Kecanduan Naik Pesawat

Nenek Satu Ini Kecanduan Menyusup ke Pesawat

Marilyn Hartman ditangkap di Bandara Chicago, hanya sepekan setelah dia dipulangkan karena terbukti menyusup penerbangan menuju London. Nenek slebor...
Drew Schwartz
Brooklyn, US
Foto Marilyn Hartman dari arsip Kepolisian Chicago via AP.

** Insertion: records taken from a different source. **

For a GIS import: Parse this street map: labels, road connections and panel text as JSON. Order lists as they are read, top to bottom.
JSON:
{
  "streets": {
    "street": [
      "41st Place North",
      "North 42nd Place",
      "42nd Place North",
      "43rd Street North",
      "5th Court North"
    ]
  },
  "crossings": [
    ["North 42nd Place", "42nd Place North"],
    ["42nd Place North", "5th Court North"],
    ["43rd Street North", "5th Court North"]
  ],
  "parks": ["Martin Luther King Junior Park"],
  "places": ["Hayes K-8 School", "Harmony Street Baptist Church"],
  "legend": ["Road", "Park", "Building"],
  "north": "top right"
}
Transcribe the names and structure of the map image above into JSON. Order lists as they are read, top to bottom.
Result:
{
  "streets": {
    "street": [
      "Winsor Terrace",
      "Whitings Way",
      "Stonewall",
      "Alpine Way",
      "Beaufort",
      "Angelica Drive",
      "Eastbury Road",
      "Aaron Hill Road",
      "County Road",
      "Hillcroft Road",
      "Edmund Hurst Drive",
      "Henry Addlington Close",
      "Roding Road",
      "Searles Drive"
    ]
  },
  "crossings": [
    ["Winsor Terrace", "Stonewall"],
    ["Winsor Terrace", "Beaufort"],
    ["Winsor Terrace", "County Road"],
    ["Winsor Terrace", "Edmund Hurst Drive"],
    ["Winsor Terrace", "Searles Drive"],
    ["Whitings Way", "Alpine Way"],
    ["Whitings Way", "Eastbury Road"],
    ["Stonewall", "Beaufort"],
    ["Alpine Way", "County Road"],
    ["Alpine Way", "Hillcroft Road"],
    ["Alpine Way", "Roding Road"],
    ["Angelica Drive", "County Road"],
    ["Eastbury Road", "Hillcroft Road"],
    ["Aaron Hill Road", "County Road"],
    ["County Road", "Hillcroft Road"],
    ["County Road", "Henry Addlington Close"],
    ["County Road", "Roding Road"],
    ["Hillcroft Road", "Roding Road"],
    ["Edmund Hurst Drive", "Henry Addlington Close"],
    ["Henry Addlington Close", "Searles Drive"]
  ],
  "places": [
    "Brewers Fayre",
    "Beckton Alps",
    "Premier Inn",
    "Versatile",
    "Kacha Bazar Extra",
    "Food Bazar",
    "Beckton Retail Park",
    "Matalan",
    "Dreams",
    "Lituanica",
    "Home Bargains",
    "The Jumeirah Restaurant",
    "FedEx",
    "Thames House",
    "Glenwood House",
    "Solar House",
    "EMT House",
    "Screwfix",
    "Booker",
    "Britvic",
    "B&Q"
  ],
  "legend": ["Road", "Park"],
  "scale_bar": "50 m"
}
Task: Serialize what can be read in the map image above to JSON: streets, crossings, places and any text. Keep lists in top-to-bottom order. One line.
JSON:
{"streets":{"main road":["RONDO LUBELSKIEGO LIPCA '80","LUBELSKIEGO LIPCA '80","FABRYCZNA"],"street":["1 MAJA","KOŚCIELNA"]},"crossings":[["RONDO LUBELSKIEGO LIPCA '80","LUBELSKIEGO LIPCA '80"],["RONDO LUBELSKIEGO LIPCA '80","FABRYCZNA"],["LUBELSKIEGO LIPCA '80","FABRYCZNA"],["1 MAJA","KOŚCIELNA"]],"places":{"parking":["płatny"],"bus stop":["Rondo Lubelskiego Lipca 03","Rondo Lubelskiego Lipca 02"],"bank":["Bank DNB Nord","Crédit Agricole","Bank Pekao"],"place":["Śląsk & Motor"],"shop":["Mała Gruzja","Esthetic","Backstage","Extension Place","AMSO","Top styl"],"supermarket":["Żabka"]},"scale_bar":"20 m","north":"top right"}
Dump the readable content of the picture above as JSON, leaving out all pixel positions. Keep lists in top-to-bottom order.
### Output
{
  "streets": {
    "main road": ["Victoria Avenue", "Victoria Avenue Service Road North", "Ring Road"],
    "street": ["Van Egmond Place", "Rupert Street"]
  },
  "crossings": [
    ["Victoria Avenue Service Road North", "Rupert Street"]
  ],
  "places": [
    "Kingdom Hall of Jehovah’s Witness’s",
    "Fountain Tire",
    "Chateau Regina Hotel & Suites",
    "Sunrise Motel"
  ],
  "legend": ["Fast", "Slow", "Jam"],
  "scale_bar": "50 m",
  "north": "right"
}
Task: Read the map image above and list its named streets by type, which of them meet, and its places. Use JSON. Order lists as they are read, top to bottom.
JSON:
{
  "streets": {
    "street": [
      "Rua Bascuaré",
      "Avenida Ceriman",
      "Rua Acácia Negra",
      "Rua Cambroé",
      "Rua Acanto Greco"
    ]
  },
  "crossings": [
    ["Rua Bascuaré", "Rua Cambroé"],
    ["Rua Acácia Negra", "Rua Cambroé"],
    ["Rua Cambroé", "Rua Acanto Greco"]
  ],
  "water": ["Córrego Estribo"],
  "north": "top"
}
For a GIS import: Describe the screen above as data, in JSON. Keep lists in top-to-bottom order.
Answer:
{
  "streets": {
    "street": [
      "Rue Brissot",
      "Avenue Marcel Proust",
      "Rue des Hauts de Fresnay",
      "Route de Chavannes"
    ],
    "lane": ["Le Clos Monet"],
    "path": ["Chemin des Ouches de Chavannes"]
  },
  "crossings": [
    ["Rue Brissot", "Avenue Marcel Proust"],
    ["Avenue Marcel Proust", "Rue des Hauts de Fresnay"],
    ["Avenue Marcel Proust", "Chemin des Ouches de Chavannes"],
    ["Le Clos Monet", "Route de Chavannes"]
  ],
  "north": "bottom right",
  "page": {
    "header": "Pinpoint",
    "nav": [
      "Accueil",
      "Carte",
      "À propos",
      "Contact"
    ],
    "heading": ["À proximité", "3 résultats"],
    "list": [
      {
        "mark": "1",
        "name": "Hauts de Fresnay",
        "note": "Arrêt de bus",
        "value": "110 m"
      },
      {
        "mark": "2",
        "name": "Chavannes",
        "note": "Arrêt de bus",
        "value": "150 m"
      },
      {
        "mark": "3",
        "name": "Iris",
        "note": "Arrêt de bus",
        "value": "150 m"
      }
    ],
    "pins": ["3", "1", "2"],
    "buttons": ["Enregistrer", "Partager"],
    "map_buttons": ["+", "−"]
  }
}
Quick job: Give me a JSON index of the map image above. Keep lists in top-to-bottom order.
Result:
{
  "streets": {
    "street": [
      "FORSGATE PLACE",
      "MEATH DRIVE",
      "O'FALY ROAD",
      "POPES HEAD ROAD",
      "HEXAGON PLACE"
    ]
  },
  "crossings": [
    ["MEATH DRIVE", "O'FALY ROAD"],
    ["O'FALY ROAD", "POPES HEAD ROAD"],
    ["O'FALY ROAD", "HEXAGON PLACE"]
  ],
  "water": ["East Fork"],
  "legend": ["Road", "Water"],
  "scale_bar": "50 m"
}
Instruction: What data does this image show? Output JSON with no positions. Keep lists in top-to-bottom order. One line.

Marilyn Hartman, 66 tahun, telah ditangkap kepolisian Amerika Serikat berulang kali karena mencoba menyusup naik pesawat tanpa membeli tiket. Bisa dibilang, dia adalah penyusup berantai yang bikin otoritas penerbangan kalang kabut. Si nenek slebor sudah beraksi terbang ke LA, dan Jacksonville, Florida tanpa beli tiket. Lalu, awal Januari lalu, dia berusaha terbang ke London dari Bandara O'Hare International Kota Chicago, tapi berhasil digagalkan polisi. Hartman oleh polisi Chicago dilarang mendekat ke area bandara akibat ulahnya.

Iklan

Rupanya ancaman polisi tak mempan. Si nenek itu benar-benar kecanduan menyusup naik pesawat (lagi). Berdasarkan laporan surat kabar Chicago Tribune , Minggu akhir pekan lalu Hartman ditangkap polisi karena menyelinap ke Terminal 3 Bandara O'Hare dan berusaha masuk ruang tunggu keberangkatan. Ulahnya kali ini cuma berjarak sepekan dari upaya terbang gratisan ke London. Dia langsung dibawa ke pengadilan. Hakim menyatakan dia akan mendapat vonis berat karena sudah melanggar hukuman percobaan sebelumnya.

Kenapa si nenek bisa senekat itu sih? Rupanya karena dia memang mahir naik pesawat tanpa beli tiket. Surat kabar Tribune melaporkan sepanjang 2015, Hartman berhasil naik delapan penerbangan tanpa membayar. Di tahun itu, dia ditahan di Los Angeles, setelah menyelinap ke pesawat dari Bandara San Jose California. Hartman selalu mengincar kursi kosong dan masuk ke boarding area tanpa check in sama sekali.

Jaksa, dalam persidangan tiga hari lalu, menyatakan Hartman mengksploitasi kelengahan petugas tiket dan bea cukai terhadap lansia. Perempuan tua cenderung tak terlalu diperiksa. Memanfaatkan keuntungan usianya itulah, Hartman nyaris mengibuli staf British Airways rute Chicago ke London, sempat duduk di kursi kosong kelas bisnis yang harga tiketnya di musim normal saja US$2.400 (setara Rp32 juta).

Keterangan yang sama disampaikan Hartman terhadap penyidik kepolisian. "Dia bilang begini saat menjelaskan modusnya menyelinap: 'aku kan perempuan tua kulit putih, mana ada yang berani mencegatku waktu masuk ke boarding area,'" kata Cara Smith, petugas dari Kantir Kepolisian Cook County. "Kalau saya lihat sih dia menderita gangguan jiwa."

Menurut hakim, gila atau tidak, yang jelas si nenek harus masuk penjara dulu sampai jadwal persidangan berikutnya (kemungkinan vonis jatuh pekan depan). Surat kabar New York Times, menyatakan Hartman memang punya riwayat gangguan jiwa.

Otoritas Penerbangan Amerika (TSA) mengaku akan bekerja sama dengan maskapai dan aparat keamanan untuk mencari tahu di mana titik lemah yang membuat Hartman bisa leluasa menyelinap, bahkan naik pesawat gratisan berulang kali. Sebenarnya, kalau melihat riwayat TSA yang ceroboh dan lalai, insiden kayak gini memang sudah seharusnya terjadi.